By Namugerwa Martha
Peter Ogik is an activist and advocate for persons with albinism in Uganda. His job involves sensitizing families and communities about equality and human rights for people with albinism in order to stop discrimination against them.
Ogik started human rights advocacy before even he knew the meaning of the term advocacy. That was way back in school where he would fight for fellow persons with albinism who were being discriminated against by teachers, fellow students, the community and even their own parents. He could not imagine some people identifying them as ghosts! Some people think albinos are cursed which affects their self esteem. Other people think when you have sex with a person with albinism you get lucky charm or heal from diseases like HIV/Aids.
Ogik says he was the first person with albinism to be born into his family and village, in as much as the people alive remember. His story however is one of determination and leadership in the face of prejudice. This, Ogik says, he learnt it from his family who faced abuse and stigmatization from the wider community.
People stopped doing business with his father, his mother’s friends stopped visiting the house because they feared that albinism could be contagious.
Born to Acheng and James Oringa who was a doctor in Jinja, Ogik studied primary school and secondary level in Jinja. He is an old boy of Jinja Senior Secondary School where he completed his secondary and later joined Kampala University for his higher education and graduated in 2011.

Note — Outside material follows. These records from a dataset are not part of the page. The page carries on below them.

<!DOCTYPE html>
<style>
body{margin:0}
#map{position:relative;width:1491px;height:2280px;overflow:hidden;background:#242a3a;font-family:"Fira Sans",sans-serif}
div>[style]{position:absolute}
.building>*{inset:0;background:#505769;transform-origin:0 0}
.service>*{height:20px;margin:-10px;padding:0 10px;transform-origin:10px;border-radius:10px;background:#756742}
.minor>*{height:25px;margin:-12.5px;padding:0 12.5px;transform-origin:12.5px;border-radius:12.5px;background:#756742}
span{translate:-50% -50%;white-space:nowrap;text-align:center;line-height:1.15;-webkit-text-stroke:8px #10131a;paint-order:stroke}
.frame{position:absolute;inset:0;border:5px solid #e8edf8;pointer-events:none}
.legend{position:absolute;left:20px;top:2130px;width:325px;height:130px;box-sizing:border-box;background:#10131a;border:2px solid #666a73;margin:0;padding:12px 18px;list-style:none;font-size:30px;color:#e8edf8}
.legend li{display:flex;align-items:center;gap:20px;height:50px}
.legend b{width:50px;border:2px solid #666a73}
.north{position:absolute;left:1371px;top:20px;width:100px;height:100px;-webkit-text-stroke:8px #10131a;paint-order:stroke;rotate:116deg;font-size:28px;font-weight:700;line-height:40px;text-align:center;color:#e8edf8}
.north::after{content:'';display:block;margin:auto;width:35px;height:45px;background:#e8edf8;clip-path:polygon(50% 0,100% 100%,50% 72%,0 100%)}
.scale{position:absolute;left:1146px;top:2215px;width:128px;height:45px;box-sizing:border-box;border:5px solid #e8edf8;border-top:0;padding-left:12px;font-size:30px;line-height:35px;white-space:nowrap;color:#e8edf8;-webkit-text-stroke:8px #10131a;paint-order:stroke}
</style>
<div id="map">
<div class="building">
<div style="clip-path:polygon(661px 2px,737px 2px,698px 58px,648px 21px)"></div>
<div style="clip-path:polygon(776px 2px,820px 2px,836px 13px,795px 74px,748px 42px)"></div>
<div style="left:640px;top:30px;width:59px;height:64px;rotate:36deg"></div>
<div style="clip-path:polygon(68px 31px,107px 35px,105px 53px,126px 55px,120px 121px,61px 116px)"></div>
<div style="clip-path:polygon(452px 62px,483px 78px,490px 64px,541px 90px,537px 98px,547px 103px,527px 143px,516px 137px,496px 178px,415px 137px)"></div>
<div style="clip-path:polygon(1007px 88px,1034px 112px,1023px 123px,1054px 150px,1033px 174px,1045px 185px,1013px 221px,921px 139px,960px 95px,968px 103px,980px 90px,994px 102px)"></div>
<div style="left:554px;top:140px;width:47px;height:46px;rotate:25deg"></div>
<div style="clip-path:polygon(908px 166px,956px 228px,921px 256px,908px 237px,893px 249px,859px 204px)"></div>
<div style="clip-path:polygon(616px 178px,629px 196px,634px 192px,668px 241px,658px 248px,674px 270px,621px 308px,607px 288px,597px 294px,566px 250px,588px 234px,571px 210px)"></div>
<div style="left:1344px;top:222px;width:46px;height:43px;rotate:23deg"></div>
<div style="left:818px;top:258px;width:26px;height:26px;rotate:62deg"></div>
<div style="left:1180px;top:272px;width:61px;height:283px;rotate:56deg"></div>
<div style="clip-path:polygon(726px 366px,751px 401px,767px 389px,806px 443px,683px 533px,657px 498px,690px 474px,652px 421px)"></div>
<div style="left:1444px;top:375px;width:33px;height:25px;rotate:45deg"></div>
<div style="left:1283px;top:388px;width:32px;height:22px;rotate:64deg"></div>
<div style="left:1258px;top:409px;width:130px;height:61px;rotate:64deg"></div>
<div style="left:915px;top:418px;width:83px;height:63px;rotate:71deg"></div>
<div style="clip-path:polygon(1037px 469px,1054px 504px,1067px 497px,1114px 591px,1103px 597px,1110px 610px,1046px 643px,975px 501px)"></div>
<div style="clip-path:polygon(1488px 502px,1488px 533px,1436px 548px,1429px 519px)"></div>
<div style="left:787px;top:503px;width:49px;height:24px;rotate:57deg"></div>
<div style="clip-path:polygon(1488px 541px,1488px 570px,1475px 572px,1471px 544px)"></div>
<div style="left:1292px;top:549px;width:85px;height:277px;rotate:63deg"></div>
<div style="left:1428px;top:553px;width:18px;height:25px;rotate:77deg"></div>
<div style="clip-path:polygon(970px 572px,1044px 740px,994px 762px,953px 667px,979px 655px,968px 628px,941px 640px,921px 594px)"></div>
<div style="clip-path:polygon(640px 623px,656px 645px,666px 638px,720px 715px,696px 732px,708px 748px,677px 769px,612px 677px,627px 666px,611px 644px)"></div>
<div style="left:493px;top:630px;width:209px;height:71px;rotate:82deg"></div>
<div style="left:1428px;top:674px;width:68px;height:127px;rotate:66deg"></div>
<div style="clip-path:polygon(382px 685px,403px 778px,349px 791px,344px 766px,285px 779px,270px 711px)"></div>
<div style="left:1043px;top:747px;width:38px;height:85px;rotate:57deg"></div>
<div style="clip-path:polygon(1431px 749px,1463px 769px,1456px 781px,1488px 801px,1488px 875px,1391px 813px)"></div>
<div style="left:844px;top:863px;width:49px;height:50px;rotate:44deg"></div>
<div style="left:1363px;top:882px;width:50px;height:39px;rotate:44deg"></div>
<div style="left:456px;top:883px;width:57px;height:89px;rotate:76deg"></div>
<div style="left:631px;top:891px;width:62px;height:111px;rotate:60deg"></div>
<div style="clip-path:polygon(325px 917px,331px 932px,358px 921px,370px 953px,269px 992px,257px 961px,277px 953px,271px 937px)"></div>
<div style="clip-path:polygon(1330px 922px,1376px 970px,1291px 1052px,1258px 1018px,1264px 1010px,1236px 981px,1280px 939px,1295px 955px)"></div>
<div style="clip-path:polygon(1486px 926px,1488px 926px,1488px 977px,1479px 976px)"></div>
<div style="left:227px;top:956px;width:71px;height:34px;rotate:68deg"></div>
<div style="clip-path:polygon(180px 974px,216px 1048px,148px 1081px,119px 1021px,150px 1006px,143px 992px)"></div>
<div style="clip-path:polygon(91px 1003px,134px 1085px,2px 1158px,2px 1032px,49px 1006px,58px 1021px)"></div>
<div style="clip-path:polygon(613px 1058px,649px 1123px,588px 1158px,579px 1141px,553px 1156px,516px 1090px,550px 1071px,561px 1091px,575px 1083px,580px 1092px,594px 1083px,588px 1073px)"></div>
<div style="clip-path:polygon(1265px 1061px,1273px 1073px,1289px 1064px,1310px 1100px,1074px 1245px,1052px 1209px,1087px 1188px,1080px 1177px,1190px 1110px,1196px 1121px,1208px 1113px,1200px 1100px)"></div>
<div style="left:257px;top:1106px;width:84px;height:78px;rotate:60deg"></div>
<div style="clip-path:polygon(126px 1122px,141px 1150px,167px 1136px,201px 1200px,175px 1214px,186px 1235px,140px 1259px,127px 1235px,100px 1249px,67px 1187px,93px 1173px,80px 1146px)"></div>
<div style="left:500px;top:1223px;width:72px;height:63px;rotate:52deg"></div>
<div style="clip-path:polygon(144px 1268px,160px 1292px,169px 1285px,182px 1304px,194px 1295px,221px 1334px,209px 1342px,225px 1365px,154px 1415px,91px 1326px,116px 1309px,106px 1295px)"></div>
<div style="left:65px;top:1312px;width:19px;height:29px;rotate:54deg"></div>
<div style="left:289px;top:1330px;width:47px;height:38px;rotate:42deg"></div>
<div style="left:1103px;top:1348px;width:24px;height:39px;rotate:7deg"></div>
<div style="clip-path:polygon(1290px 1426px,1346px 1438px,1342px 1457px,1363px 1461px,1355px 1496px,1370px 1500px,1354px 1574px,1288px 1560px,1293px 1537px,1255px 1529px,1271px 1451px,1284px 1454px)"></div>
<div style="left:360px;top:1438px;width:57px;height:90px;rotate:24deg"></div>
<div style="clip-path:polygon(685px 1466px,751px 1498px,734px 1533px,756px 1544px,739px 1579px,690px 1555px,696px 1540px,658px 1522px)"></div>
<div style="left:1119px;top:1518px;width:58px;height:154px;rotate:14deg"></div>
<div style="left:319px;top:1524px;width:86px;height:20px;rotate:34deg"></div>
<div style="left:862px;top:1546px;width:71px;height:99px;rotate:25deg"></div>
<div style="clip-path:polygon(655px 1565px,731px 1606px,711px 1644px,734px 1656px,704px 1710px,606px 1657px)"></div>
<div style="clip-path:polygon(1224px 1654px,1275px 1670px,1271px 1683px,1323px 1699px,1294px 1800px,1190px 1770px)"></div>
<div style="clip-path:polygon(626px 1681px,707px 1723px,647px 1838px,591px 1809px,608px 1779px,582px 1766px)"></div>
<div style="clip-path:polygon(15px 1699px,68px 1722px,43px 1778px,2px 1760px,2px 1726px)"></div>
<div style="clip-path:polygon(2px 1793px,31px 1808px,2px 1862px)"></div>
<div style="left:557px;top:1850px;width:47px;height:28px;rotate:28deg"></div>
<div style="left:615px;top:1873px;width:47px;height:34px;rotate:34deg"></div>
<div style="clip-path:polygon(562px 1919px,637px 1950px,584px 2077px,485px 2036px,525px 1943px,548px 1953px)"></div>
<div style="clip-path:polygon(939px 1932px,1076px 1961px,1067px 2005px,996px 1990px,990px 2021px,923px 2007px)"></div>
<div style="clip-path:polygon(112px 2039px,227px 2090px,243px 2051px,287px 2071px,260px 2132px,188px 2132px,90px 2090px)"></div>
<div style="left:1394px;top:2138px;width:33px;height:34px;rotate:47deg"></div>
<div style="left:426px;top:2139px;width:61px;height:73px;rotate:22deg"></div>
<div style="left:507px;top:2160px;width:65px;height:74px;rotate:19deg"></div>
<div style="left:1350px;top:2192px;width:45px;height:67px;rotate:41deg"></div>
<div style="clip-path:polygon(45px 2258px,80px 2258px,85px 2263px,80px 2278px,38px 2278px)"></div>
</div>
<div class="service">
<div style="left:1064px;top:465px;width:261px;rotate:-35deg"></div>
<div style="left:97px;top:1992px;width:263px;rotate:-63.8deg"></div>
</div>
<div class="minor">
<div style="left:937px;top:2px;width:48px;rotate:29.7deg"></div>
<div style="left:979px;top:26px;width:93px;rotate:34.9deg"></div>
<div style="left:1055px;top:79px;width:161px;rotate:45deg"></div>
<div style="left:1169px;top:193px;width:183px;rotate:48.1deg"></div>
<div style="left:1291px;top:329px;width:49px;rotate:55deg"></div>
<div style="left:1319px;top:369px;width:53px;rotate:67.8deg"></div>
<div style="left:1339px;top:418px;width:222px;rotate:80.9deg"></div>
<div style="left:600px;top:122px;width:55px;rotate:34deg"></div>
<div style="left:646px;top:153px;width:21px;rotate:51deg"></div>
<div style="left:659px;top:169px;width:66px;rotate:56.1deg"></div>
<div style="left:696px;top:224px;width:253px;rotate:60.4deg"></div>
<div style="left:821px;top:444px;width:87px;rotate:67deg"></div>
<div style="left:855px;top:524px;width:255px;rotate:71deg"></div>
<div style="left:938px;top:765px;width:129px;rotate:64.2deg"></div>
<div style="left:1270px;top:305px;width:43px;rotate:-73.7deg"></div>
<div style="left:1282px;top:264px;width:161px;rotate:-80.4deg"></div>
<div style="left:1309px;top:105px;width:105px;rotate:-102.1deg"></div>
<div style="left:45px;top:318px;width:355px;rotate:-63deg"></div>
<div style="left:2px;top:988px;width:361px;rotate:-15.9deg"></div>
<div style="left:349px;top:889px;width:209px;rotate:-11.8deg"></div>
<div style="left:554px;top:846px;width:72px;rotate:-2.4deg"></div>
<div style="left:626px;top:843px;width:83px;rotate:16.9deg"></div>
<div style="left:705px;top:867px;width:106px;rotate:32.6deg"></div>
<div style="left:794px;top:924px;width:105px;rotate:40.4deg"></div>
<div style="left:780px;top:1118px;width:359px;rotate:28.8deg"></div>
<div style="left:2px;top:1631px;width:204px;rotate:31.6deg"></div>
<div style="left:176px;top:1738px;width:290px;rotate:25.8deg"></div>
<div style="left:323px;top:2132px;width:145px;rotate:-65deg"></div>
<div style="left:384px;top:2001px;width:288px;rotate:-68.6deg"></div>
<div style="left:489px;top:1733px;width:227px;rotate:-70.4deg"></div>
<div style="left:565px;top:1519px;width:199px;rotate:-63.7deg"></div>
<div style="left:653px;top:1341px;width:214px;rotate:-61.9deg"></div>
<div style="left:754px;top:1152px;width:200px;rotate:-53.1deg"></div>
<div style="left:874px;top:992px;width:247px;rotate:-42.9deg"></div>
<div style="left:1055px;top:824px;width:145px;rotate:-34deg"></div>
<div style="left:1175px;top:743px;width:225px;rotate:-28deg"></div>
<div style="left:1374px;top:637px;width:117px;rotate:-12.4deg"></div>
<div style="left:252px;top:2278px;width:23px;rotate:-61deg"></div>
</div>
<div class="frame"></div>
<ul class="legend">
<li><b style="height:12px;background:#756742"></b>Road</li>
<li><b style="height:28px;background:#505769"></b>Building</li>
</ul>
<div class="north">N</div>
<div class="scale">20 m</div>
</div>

Ogik’s parents who had never seen a person with albinism stood strong with their son, with his dad advocating for his rights at school and in the community. Although they had no idea of how to take care of him, they loved their son despite of his condition which lifted his self esteem.
Turning weakness into strength
While at the university, Ogik and his friend Fazira Kawuma and with the support of ADD International, gathered other people with albinism in Busoga sub-region, Eastern Uganda in November 2012 to discuss their challenges and how to overcome them.

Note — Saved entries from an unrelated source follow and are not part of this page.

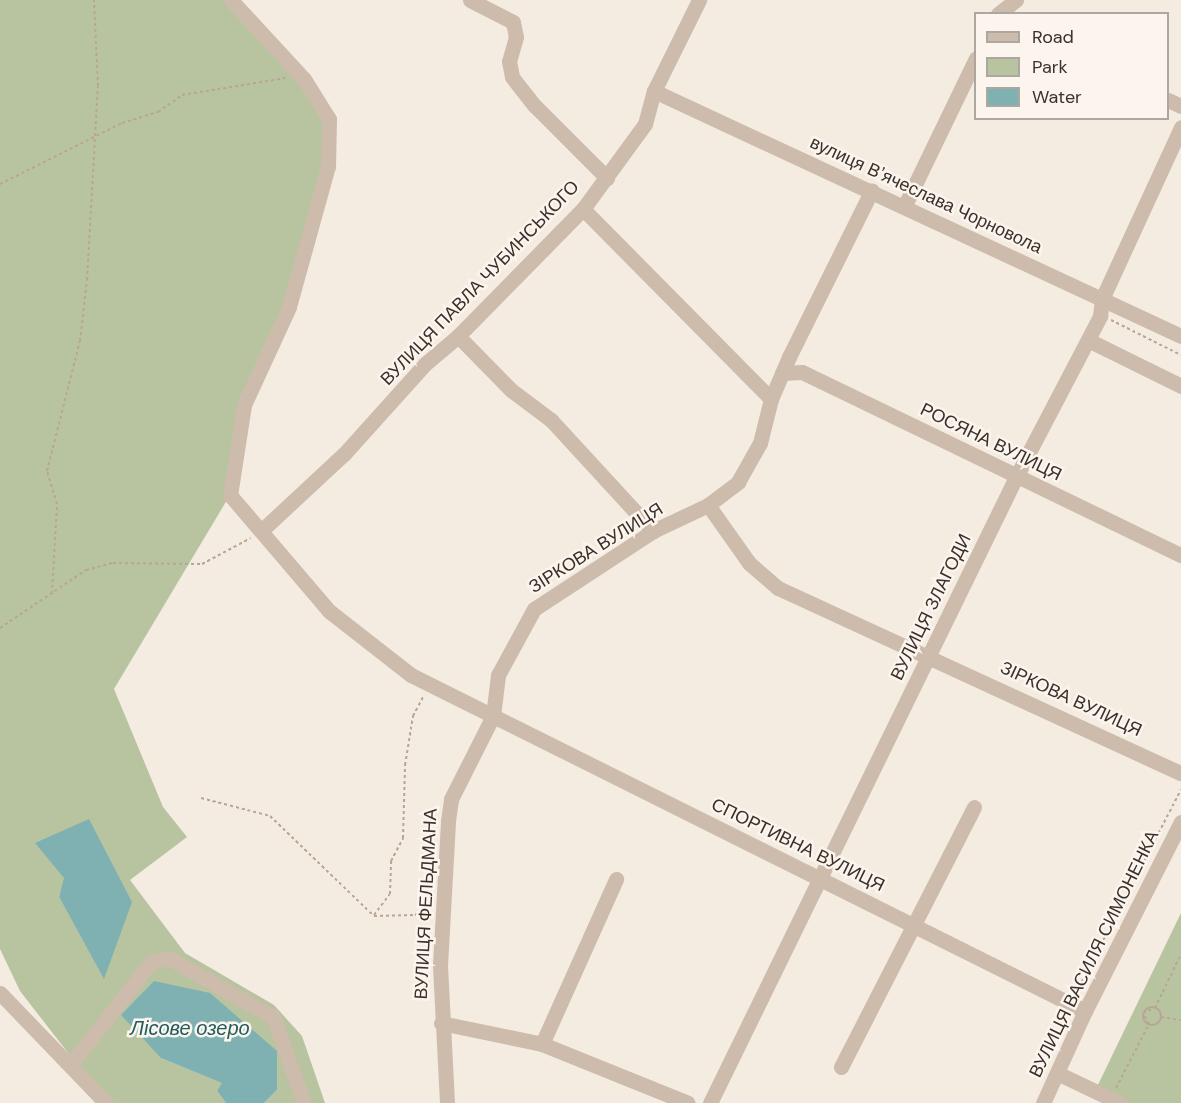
<!DOCTYPE html>
<html>
<head>
<meta charset="utf-8">
<style>
  body { margin:0 }
  #map { position:relative; width:1181px; height:1103px; overflow:hidden; background:#f4ebe1; font-family:"DM Sans",sans-serif }
  div>[style] { position:absolute }
  .green>* { inset:0; background:#b8c4a0 }
  .water>* { inset:0; background:#7fb0b2 }
  .path>* { height:2px; margin-top:-1px; transform-origin:0; background:repeating-linear-gradient(90deg,#b9a596 0 3px,transparent 0 6px) }
  .path>.ring { margin:-1px; padding:0; box-sizing:content-box; background:none; border:2px solid #b9a596; border-radius:50% }
  .minor>* { height:15px; margin:-7.5px; padding:0 7.5px; transform-origin:7.5px; border-radius:7.5px; background:#cdbbac }
  span { translate:-50% -50%; white-space:nowrap; text-align:center; line-height:1.15; -webkit-text-stroke:5px #fbf5ee; paint-order:stroke }
  .street-label { font-size:18px; color:#3b302b }
  .water-label { font-size:20px; color:#1f5a5e; font-style:italic }
  .legend { position:absolute; left:974px; top:12px; width:195px; height:108px; box-sizing:border-box; background:#fbf5ee; border:2px solid #aea6a0; margin:0; padding:8px 10px; list-style:none; font-size:18px; color:#3b302b }
  .legend li { display:flex; align-items:center; gap:12px; height:30px }
  .legend b { width:30px; border:2px solid #aea6a0 }
</style>
</head>
<body>
<div id="map">
  <div class="green">
    <div style="clip-path:polygon(evenodd,0 0,231px 0,329px 119px,328px 166px,289px 307px,244px 405px,230px 495px,114px 689px,163px 807px,187px 837px,130px 880px,185px 953px,274px 1005px,302px 1036px,325px 1103px,264px 1103px,277px 1090px,161px 1058px,223px 1083px,217px 1091px,226px 1103px,107px 1103px,20px 991px,0 949px,0 0,65px 878px,104px 978px,59px 897px,65px 878px)"></div>
    <div style="clip-path:polygon(1181px 913px,1181px 1103px,1122px 1103px,1095px 1091px)"></div>
  </div>
  <div class="water">
    <div style="clip-path:polygon(89px 819px,132px 902px,104px 979px,59px 897px,64px 878px,35px 843px)"></div>
    <div style="clip-path:polygon(154px 981px,210px 993px,277px 1051px,277px 1090px,264px 1103px,226px 1103px,217px 1091px,222px 1083px,161px 1058px,121px 1015px)"></div>
  </div>
  <div class="path">
    <div style="left:0;top:184px;width:136px;rotate:-26.6deg"></div>
    <div style="left:122px;top:123px;width:38px;rotate:-17deg"></div>
    <div style="left:158px;top:112px;width:29px;rotate:-35deg"></div>
    <div style="left:182px;top:95px;width:105px;rotate:-9.3deg"></div>
    <div style="left:1111px;top:320px;width:78px;rotate:26.6deg"></div>
    <div style="left:52px;top:594px;width:90px;rotate:-86.8deg"></div>
    <div style="left:57px;top:504px;width:34px;rotate:-107deg"></div>
    <div style="left:47px;top:471px;width:134px;rotate:-75.8deg"></div>
    <div style="left:80px;top:341px;width:61px;rotate:-83.5deg"></div>
    <div style="left:87px;top:280px;width:194px;rotate:-86.8deg"></div>
    <div style="left:98px;top:86px;width:86px;rotate:-92.7deg"></div>
    <div style="left:0;top:628px;width:104px;rotate:-34deg"></div>
    <div style="left:86px;top:570px;width:28px;rotate:-15deg"></div>
    <div style="left:113px;top:563px;width:89px;rotate:0.6deg"></div>
    <div style="left:202px;top:564px;width:55px;rotate:-28deg"></div>
    <div style="left:201px;top:798px;width:71px;rotate:14.6deg"></div>
    <div style="left:270px;top:816px;width:144px;rotate:43.9deg"></div>
    <div style="left:374px;top:916px;width:41px;rotate:-1.4deg"></div>
    <div style="left:415px;top:915px;width:17px;rotate:-25deg"></div>
    <div style="left:374px;top:915px;width:26px;rotate:-53deg"></div>
    <div style="left:390px;top:894px;width:33px;rotate:-88deg"></div>
    <div style="left:391px;top:861px;width:26px;rotate:-62deg"></div>
    <div style="left:403px;top:838px;width:73px;rotate:-88.4deg"></div>
    <div style="left:405px;top:765px;width:50px;rotate:-80.7deg"></div>
    <div style="left:413px;top:716px;width:24px;rotate:-62deg"></div>
    <div style="left:1076px;top:993px;width:229px;rotate:-62.7deg"></div>
    <div class="ring" style="left:1143px;top:1007px;width:16px;height:16px"></div>
    <div style="left:1161px;top:1017px;width:20px;rotate:9deg"></div>
    <div style="left:1116px;top:1088px;width:72px;rotate:-62.7deg"></div>
    <div style="left:1149px;top:1024px;width:13px;rotate:-119deg"></div>
    <div style="left:1143px;top:1013px;width:13px;rotate:-23deg"></div>
    <div style="left:1155px;top:1008px;width:60px;rotate:-64.3deg"></div>
  </div>
  <div class="minor">
    <div style="left:231px;top:0;width:108px;rotate:47.3deg"></div>
    <div style="left:304px;top:79px;width:47px;rotate:58deg"></div>
    <div style="left:329px;top:119px;width:47px;rotate:91.2deg"></div>
    <div style="left:328px;top:166px;width:146px;rotate:105.5deg"></div>
    <div style="left:289px;top:307px;width:108px;rotate:114.7deg"></div>
    <div style="left:244px;top:405px;width:91px;rotate:98.8deg"></div>
    <div style="left:230px;top:495px;width:153px;rotate:49.5deg"></div>
    <div style="left:329px;top:611px;width:104px;rotate:38deg"></div>
    <div style="left:411px;top:675px;width:753px;rotate:26.5deg"></div>
    <div style="left:470px;top:0;width:48px;rotate:27.1deg"></div>
    <div style="left:513px;top:22px;width:15px;rotate:79deg"></div>
    <div style="left:516px;top:37px;width:25px;rotate:106deg"></div>
    <div style="left:509px;top:61px;width:16px;rotate:79deg"></div>
    <div style="left:512px;top:77px;width:37px;rotate:52deg"></div>
    <div style="left:535px;top:106px;width:102px;rotate:45deg"></div>
    <div style="left:998px;top:14px;width:23px;rotate:-38deg"></div>
    <div style="left:654px;top:91px;width:581px;rotate:24.93deg"></div>
    <div style="left:1168px;top:100px;width:14px;rotate:25deg"></div>
    <div style="left:905px;top:205px;width:163px;rotate:-64.2deg"></div>
    <div style="left:583px;top:209px;width:267px;rotate:45.3deg"></div>
    <div style="left:458px;top:336px;width:76px;rotate:45.5deg"></div>
    <div style="left:511px;top:390px;width:50px;rotate:36.9deg"></div>
    <div style="left:551px;top:420px;width:151px;rotate:47.4deg"></div>
    <div style="left:1088px;top:340px;width:104px;rotate:26.3deg"></div>
    <div style="left:782px;top:373px;width:20px;rotate:-3deg"></div>
    <div style="left:802px;top:372px;width:421px;rotate:25.8deg"></div>
    <div style="left:708px;top:505px;width:38px;rotate:-37deg"></div>
    <div style="left:738px;top:482px;width:45px;rotate:-60.6deg"></div>
    <div style="left:760px;top:443px;width:45px;rotate:-76deg"></div>
    <div style="left:771px;top:399px;width:46px;rotate:-66.8deg"></div>
    <div style="left:789px;top:357px;width:186px;rotate:-63.6deg"></div>
    <div style="left:261px;top:531px;width:113px;rotate:-42.9deg"></div>
    <div style="left:344px;top:454px;width:121px;rotate:-48deg"></div>
    <div style="left:425px;top:364px;width:43px;rotate:-40.3deg"></div>
    <div style="left:458px;top:336px;width:178px;rotate:-45.5deg"></div>
    <div style="left:583px;top:209px;width:105px;rotate:-53.9deg"></div>
    <div style="left:645px;top:124px;width:34px;rotate:-75deg"></div>
    <div style="left:654px;top:91px;width:102px;rotate:-63.7deg"></div>
    <div style="left:0;top:993px;width:153px;rotate:46.1deg"></div>
    <div style="left:441px;top:1023px;width:103px;rotate:11.7deg"></div>
    <div style="left:542px;top:1044px;width:157px;rotate:22deg"></div>
    <div style="left:542px;top:1044px;width:181px;rotate:-65.8deg"></div>
    <div style="left:71px;top:1064px;width:130px;rotate:-51.9deg"></div>
    <div style="left:151px;top:962px;width:18px;rotate:-13deg"></div>
    <div style="left:169px;top:958px;width:120px;rotate:29.6deg"></div>
    <div style="left:273px;top:1017px;width:91px;rotate:70.2deg"></div>
    <div style="left:841px;top:1067px;width:292px;rotate:-62.9deg"></div>
    <div style="left:1057px;top:1073px;width:70px;rotate:25.5deg"></div>
    <div style="left:447px;top:1103px;width:138px;rotate:-92.9deg"></div>
    <div style="left:440px;top:965px;width:144px;rotate:-86.8deg"></div>
    <div style="left:448px;top:821px;width:22px;rotate:-82deg"></div>
    <div style="left:451px;top:799px;width:93px;rotate:-63.2deg"></div>
    <div style="left:493px;top:716px;width:41px;rotate:-83deg"></div>
    <div style="left:498px;top:675px;width:75px;rotate:-61.4deg"></div>
    <div style="left:534px;top:609px;width:142px;rotate:-33.2deg"></div>
    <div style="left:653px;top:531px;width:61px;rotate:-25.3deg"></div>
    <div style="left:708px;top:505px;width:71px;rotate:54.7deg"></div>
    <div style="left:749px;top:563px;width:38px;rotate:41deg"></div>
    <div style="left:778px;top:588px;width:443px;rotate:24.7deg"></div>
    <div style="left:710px;top:1103px;width:697px;rotate:-63.95deg"></div>
    <div style="left:1016px;top:477px;width:182px;rotate:-62.4deg"></div>
    <div style="left:1100px;top:316px;width:17px;rotate:-83deg"></div>
    <div style="left:1102px;top:299px;width:189px;rotate:-65.3deg"></div>
    <div style="left:1043px;top:1103px;width:101px;rotate:-65.5deg"></div>
    <div style="left:1085px;top:1011px;width:212px;rotate:-63.1deg"></div>
  </div>
  <div class="street-label">
    <span style="left:926px;top:195px;rotate:25deg">вулиця Вʼячеслава Чорновола</span>
    <span style="left:480px;top:283px;rotate:-46deg">ВУЛИЦЯ ПАВЛА ЧУБИНСЬКОГО</span>
    <span style="left:991px;top:442px;rotate:26deg">РОСЯНА ВУЛИЦЯ</span>
    <span style="left:596px;top:548px;rotate:-32deg">ЗІРКОВА ВУЛИЦЯ</span>
    <span style="left:931px;top:607px;rotate:-64deg">ВУЛИЦЯ ЗЛАГОДИ</span>
    <span style="left:1071px;top:699px;rotate:25deg">ЗІРКОВА ВУЛИЦЯ</span>
    <span style="left:798px;top:845px;rotate:26deg">СПОРТИВНА ВУЛИЦЯ</span>
    <span style="left:426px;top:904px;rotate:-87deg">ВУЛИЦЯ ФЕЛЬДМАНА</span>
    <span style="left:1094px;top:954px;rotate:-64deg">ВУЛИЦЯ ВАСИЛЯ СИМОНЕНКА</span>
  </div>
  <div class="water-label">
    <span style="left:190px;top:1028px">Лісове озеро</span>
  </div>
  <ul class="legend">
  <li><b style="height:8px;background:#cdbbac"></b>Road</li>
  <li><b style="height:16px;background:#b8c4a0"></b>Park</li>
  <li><b style="height:16px;background:#7fb0b2"></b>Water</li>
  </ul>
</div>
</body>
</html>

They made a resolution to form an organization that would unite them. In May 2013, Source of the Nile Union of Persons with Albinism (SNUPA) was formed.
He is now the national chairperson of youth with disabilities at NUDIPU Uganda, chairperson of disability council at Jinja district local government, chairperson, Board of directors at source of the Nile Union of Persons with Albinism.
Ogik is determined to change attitudes about albinism using music and entertainment to reach communities and spread awareness of albinism in order to help people with albinism to have better lives. He is still working with his friend Fazira Kawuma, who is also vice-chairperson of Uganda’s National Council for Disability, and passionate about supporting vulnerable and excluded people.